Task data
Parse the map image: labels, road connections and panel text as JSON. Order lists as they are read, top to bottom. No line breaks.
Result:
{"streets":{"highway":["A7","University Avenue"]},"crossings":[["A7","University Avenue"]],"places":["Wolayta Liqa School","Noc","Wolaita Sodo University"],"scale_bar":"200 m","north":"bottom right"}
...
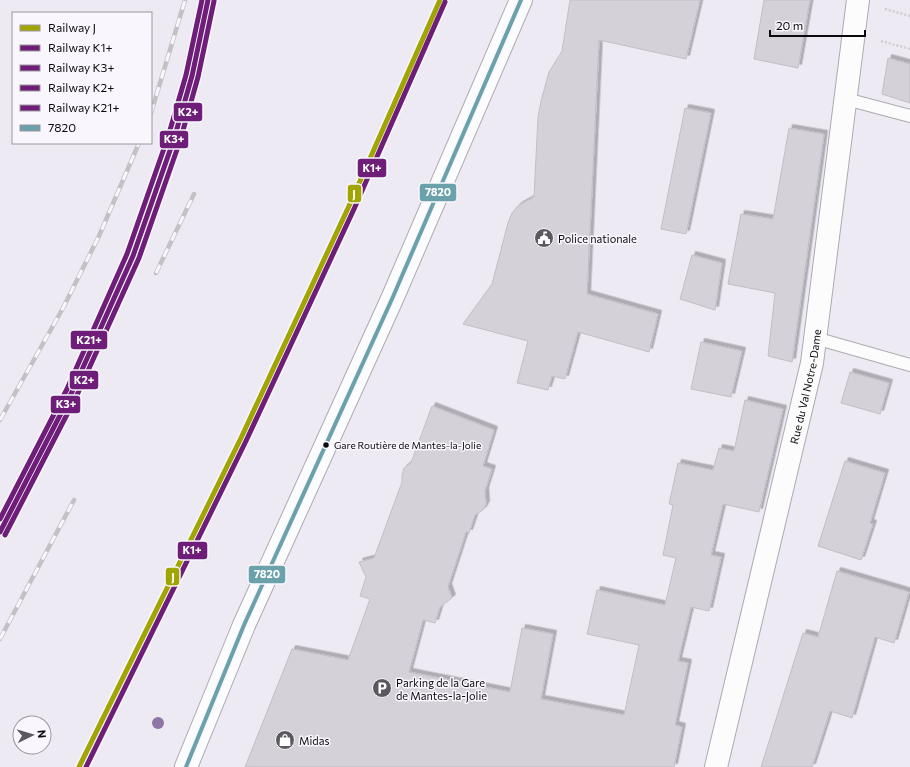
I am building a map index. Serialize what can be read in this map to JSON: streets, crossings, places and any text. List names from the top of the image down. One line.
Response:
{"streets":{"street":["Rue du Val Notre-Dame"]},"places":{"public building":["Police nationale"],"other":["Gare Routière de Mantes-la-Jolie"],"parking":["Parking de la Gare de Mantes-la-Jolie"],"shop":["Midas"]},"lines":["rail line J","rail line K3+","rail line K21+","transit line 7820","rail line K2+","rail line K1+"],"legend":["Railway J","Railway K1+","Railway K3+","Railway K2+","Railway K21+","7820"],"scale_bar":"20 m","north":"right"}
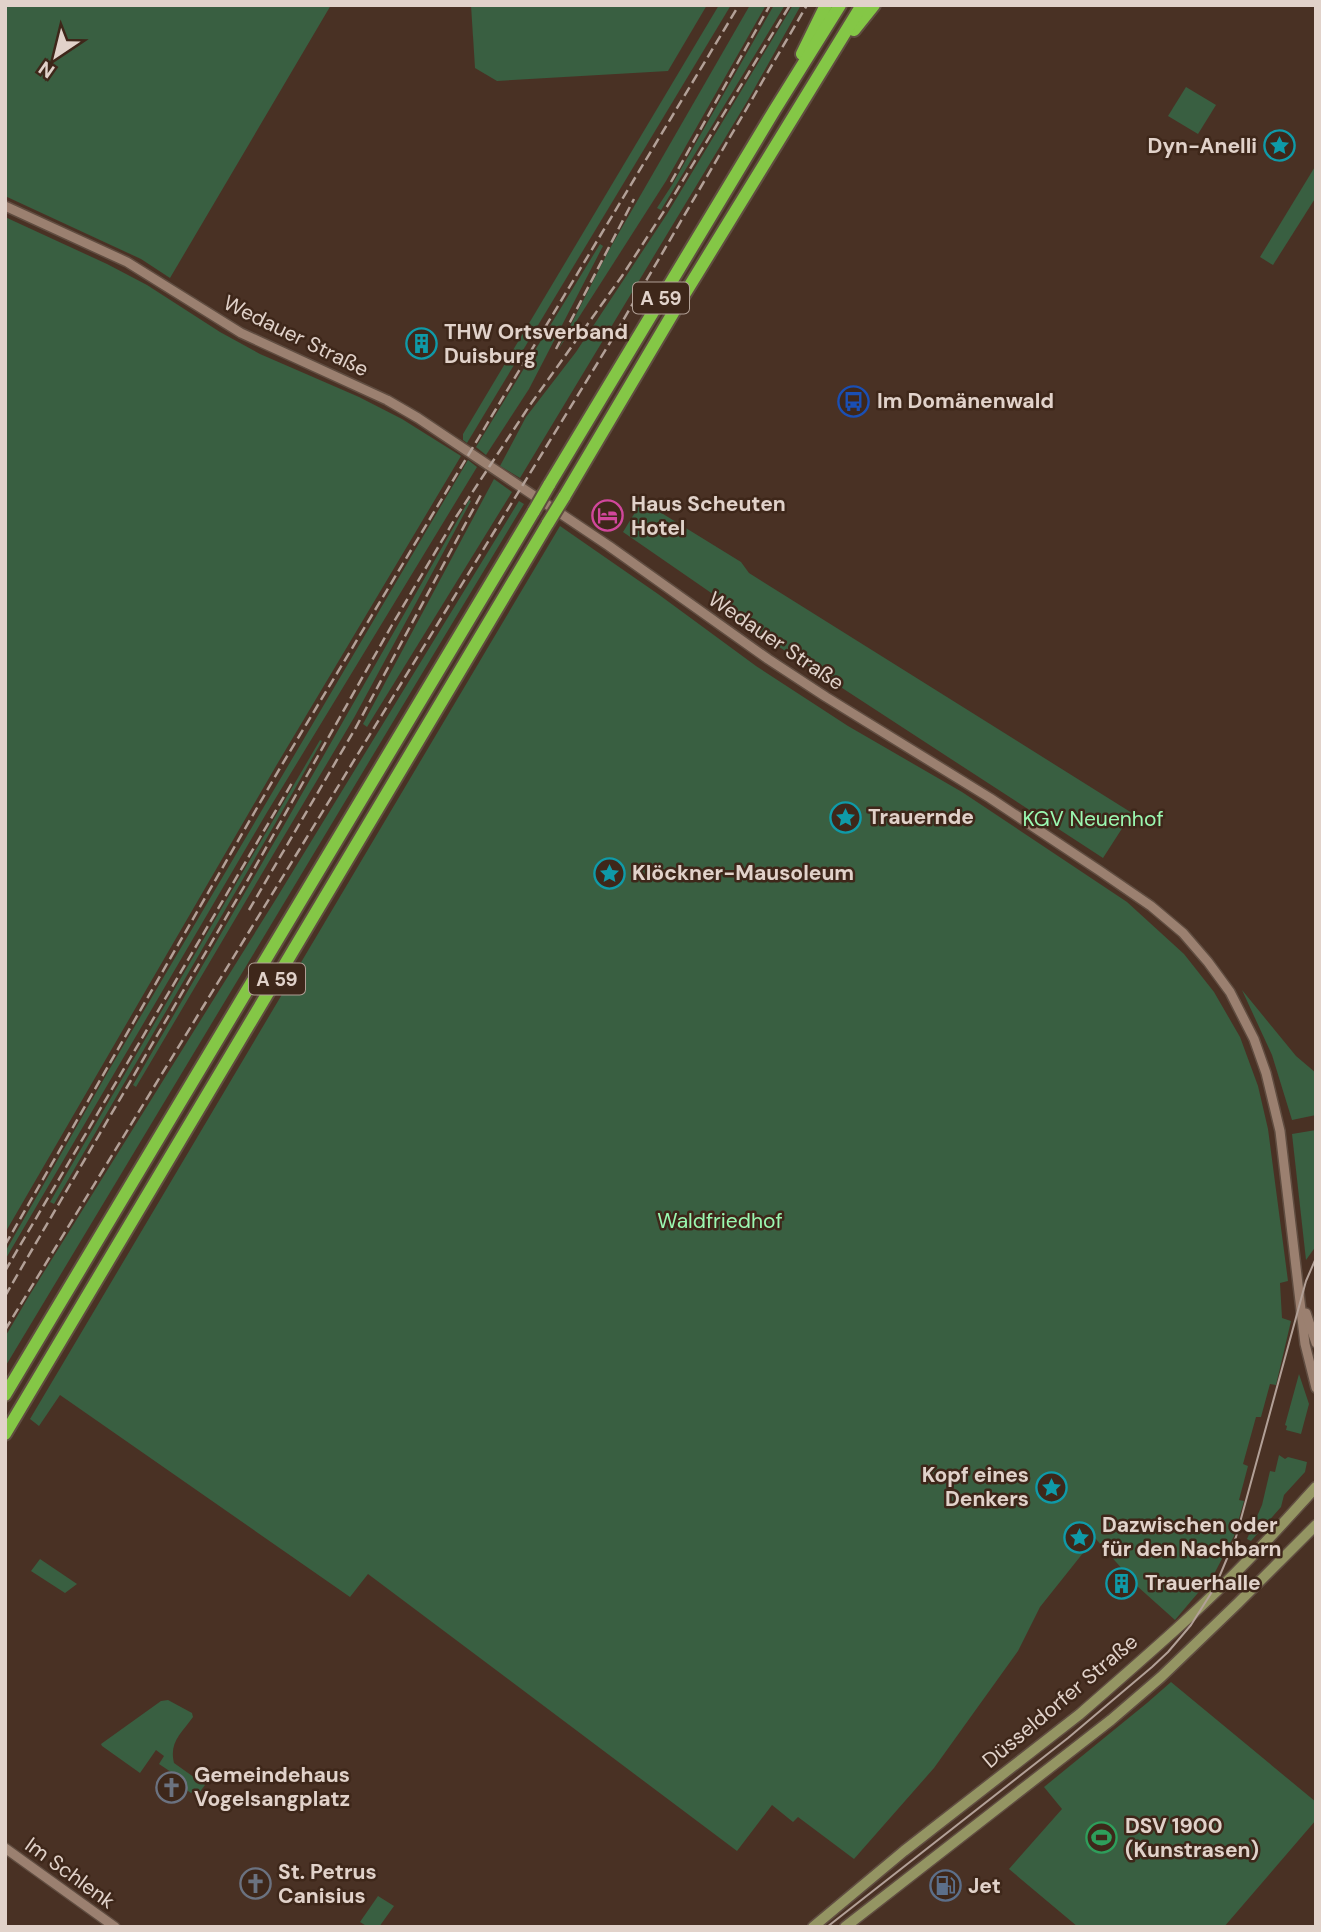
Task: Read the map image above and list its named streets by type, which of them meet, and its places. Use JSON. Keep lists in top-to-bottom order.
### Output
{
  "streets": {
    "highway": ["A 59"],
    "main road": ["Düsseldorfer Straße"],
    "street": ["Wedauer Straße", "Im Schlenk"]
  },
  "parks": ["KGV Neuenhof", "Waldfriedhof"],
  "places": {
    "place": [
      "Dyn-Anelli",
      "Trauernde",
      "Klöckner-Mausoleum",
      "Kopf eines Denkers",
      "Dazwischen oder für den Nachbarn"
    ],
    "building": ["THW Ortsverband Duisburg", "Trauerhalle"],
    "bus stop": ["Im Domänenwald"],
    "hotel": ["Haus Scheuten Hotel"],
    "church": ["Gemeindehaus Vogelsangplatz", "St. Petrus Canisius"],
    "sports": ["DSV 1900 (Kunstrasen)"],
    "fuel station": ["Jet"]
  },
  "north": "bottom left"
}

What needs to be done
Nothing but a number should be given: the number of lines in the records that contain the word "lists".

Solution to this problem
2